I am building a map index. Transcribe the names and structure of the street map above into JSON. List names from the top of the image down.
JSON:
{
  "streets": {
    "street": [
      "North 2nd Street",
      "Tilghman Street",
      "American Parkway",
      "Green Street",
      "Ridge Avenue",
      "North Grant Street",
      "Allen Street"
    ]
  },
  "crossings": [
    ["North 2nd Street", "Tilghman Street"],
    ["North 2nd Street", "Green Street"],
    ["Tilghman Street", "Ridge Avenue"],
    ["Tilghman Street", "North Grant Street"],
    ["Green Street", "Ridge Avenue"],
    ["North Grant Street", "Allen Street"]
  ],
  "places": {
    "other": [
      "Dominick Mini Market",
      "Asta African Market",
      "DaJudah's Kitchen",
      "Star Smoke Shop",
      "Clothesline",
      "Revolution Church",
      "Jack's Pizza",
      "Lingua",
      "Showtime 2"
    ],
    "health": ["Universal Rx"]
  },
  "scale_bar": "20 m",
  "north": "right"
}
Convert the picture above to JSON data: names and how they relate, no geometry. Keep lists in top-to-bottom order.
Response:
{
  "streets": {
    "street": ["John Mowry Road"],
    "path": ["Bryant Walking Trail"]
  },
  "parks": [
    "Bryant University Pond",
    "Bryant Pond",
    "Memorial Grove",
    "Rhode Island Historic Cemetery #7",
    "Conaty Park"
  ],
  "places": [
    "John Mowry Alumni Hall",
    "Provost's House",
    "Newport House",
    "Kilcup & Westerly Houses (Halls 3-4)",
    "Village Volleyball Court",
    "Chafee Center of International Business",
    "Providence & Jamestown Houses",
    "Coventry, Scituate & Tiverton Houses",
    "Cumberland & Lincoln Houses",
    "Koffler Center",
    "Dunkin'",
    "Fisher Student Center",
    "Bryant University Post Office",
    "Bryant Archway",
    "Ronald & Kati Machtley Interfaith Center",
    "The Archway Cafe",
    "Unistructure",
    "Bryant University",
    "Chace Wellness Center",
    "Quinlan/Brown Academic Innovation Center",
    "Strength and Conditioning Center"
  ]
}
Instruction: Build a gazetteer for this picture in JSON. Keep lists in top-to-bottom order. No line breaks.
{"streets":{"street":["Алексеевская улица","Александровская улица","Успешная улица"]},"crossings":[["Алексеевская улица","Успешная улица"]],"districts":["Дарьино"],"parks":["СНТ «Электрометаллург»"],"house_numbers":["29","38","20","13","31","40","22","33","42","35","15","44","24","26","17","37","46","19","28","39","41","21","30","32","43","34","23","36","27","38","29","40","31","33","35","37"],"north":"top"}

****

> _Task objective_
Copy each line exactly, beginning at the one with "Instruction: Build a" and stopping after the last line of the entries. Include nothing else.

> _Result of the task_
Instruction: Build a gazetteer for this picture in JSON. Keep lists in top-to-bottom order. No line breaks.
{"streets":{"street":["Алексеевская улица","Александровская улица","Успешная улица"]},"crossings":[["Алексеевская улица","Успешная улица"]],"districts":["Дарьино"],"parks":["СНТ «Электрометаллург»"],"house_numbers":["29","38","20","13","31","40","22","33","42","35","15","44","24","26","17","37","46","19","28","39","41","21","30","32","43","34","23","36","27","38","29","40","31","33","35","37"],"north":"top"}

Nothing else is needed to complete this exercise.